Exercise instructions
Only the text belongs in the answer: every line of the records below, transcribed exactly.
:::
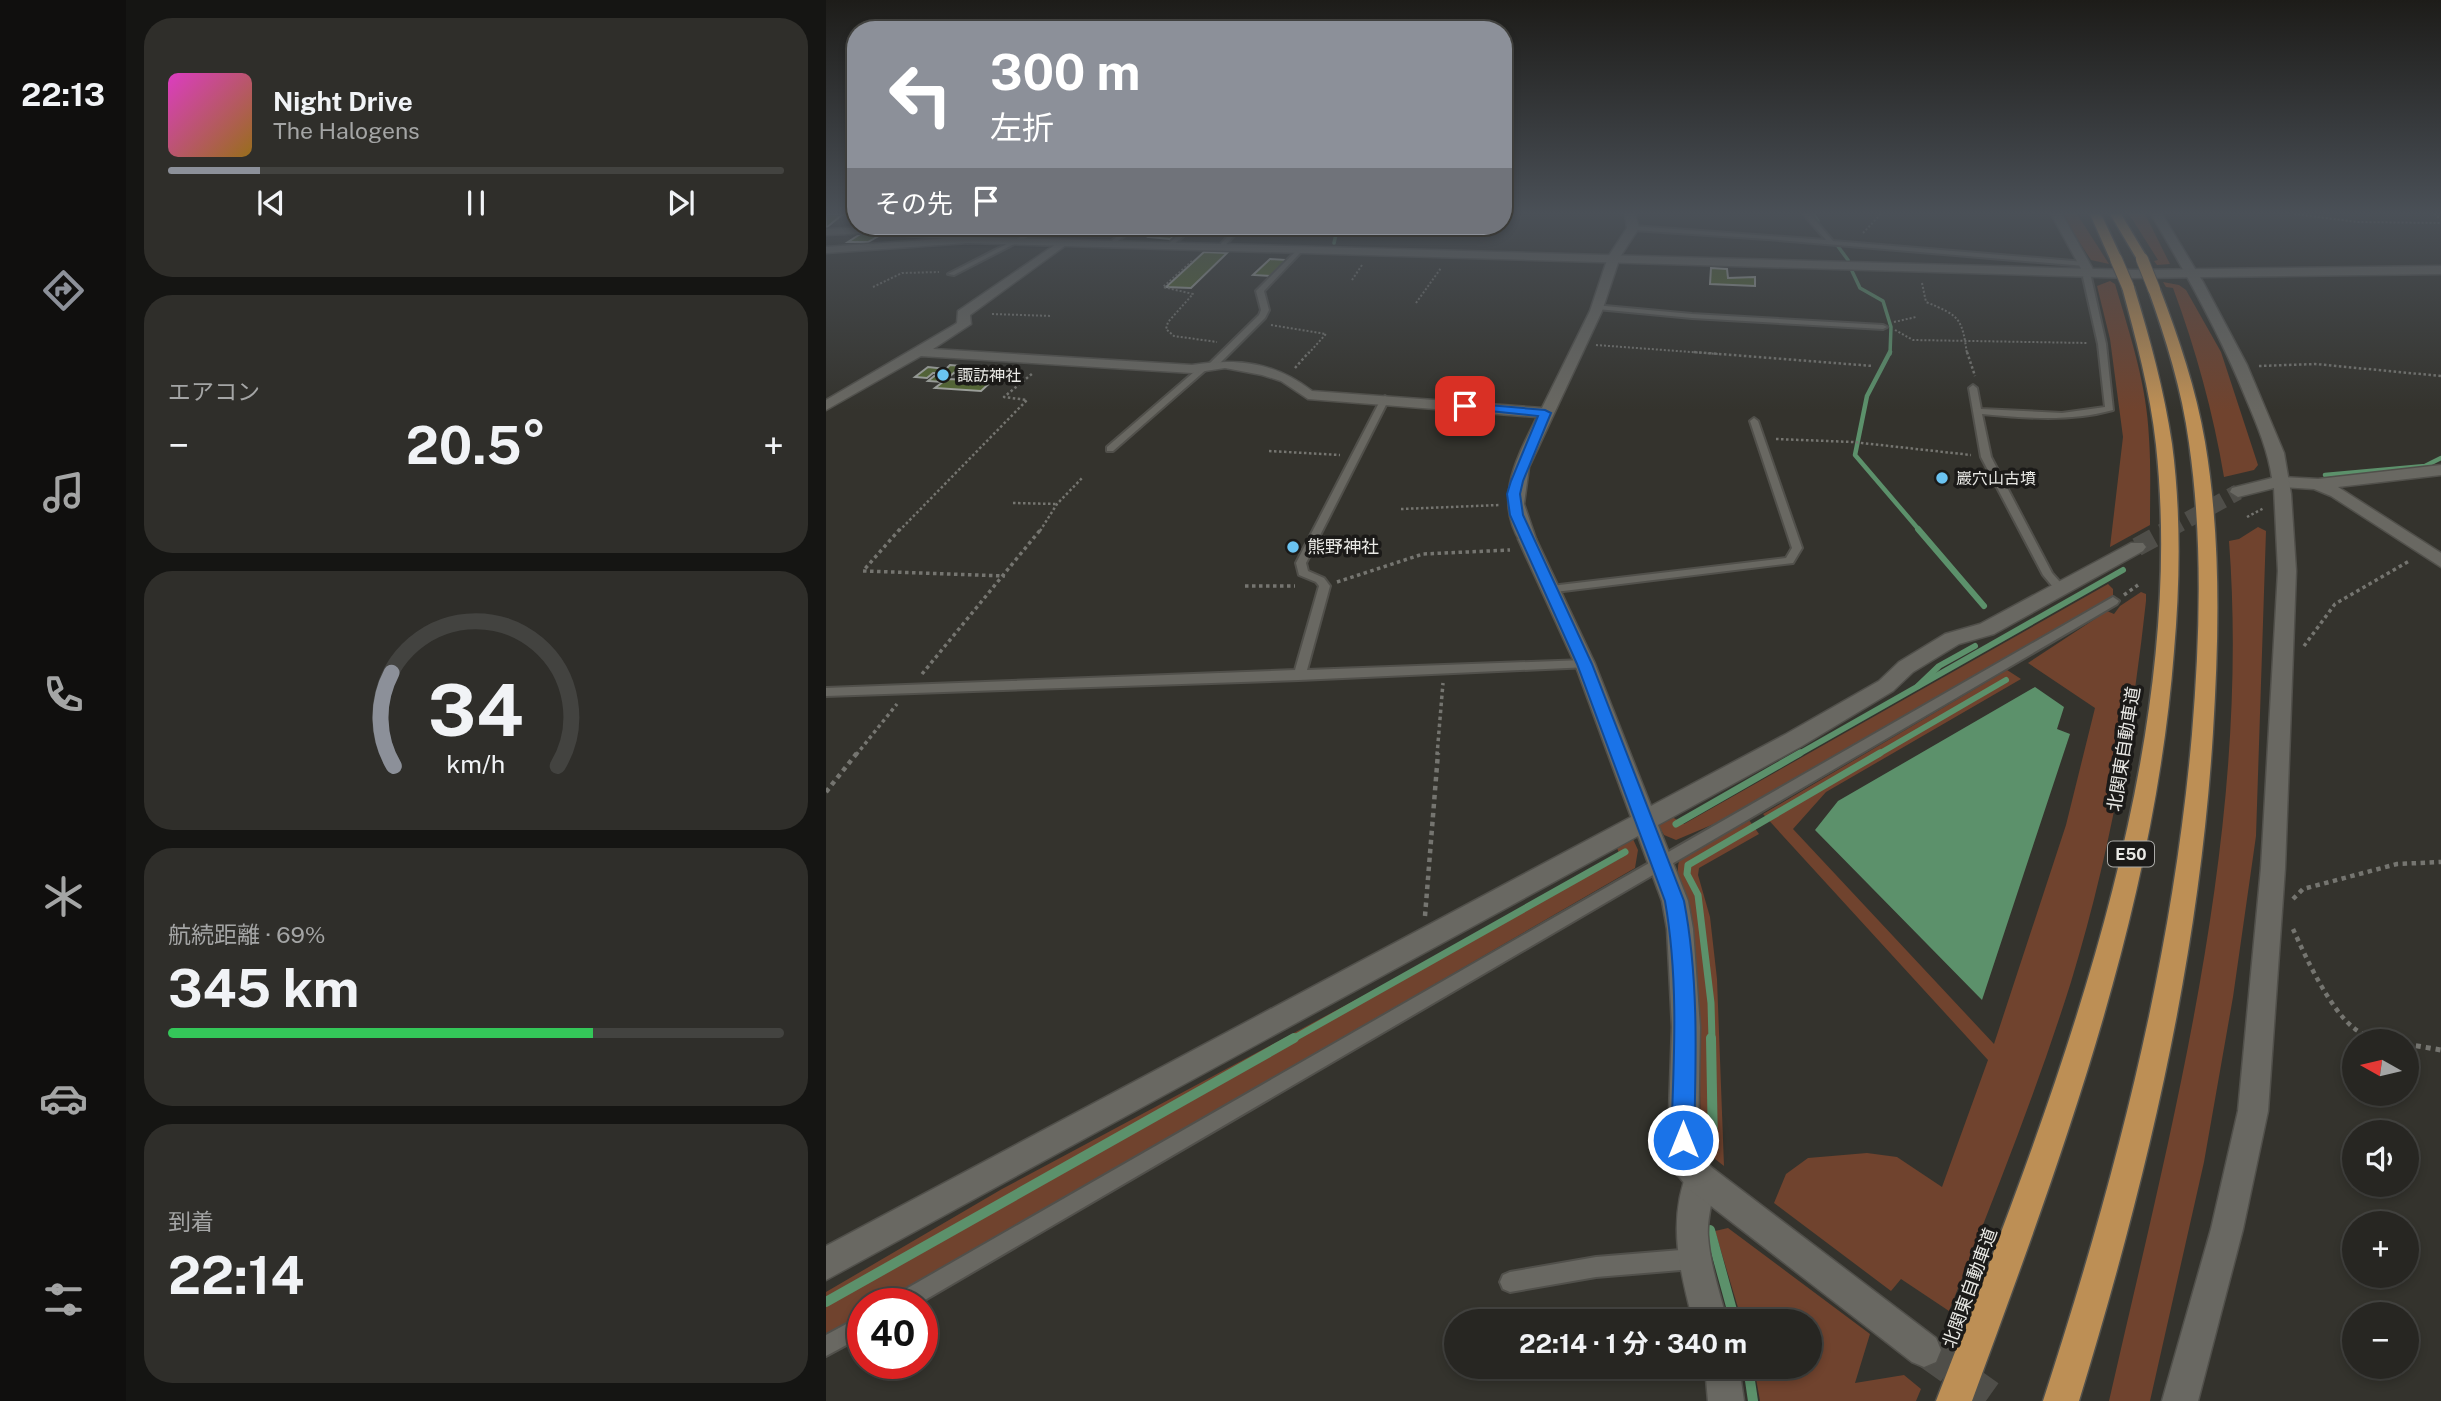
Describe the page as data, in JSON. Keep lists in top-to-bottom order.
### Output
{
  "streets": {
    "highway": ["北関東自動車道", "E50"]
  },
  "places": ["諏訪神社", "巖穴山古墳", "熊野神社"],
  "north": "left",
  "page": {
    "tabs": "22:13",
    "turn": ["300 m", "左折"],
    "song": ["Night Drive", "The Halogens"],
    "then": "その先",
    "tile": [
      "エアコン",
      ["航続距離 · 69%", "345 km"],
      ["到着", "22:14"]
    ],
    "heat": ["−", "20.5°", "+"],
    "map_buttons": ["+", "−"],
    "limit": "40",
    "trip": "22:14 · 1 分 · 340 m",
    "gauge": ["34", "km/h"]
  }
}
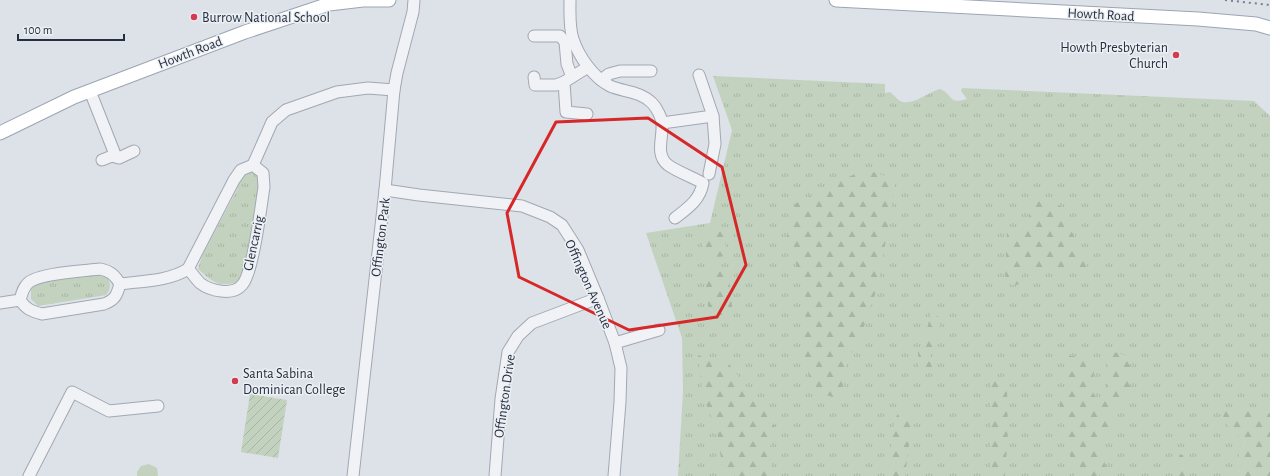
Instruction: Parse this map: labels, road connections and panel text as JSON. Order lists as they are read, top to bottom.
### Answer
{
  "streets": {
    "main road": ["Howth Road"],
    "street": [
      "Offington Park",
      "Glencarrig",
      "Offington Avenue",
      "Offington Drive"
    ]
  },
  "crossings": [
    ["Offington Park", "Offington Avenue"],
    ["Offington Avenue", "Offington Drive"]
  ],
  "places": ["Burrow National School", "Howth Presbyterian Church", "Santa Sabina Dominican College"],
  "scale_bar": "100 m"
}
:::
Exercise answer
Describe the page as data, in JSON. Keep lists in top-to-bottom order.
### Output
{
  "streets": {
    "highway": ["北関東自動車道", "E50"]
  },
  "places": ["諏訪神社", "巖穴山古墳", "熊野神社"],
  "north": "left",
  "page": {
    "tabs": "22:13",
    "turn": ["300 m", "左折"],
    "song": ["Night Drive", "The Halogens"],
    "then": "その先",
    "tile": [
      "エアコン",
      ["航続距離 · 69%", "345 km"],
      ["到着", "22:14"]
    ],
    "heat": ["−", "20.5°", "+"],
    "map_buttons": ["+", "−"],
    "limit": "40",
    "trip": "22:14 · 1 分 · 340 m",
    "gauge": ["34", "km/h"]
  }
}
Instruction: Parse this map: labels, road connections and panel text as JSON. Order lists as they are read, top to bottom.
### Answer
{
  "streets": {
    "main road": ["Howth Road"],
    "street": [
      "Offington Park",
      "Glencarrig",
      "Offington Avenue",
      "Offington Drive"
    ]
  },
  "crossings": [
    ["Offington Park", "Offington Avenue"],
    ["Offington Avenue", "Offington Drive"]
  ],
  "places": ["Burrow National School", "Howth Presbyterian Church", "Santa Sabina Dominican College"],
  "scale_bar": "100 m"
}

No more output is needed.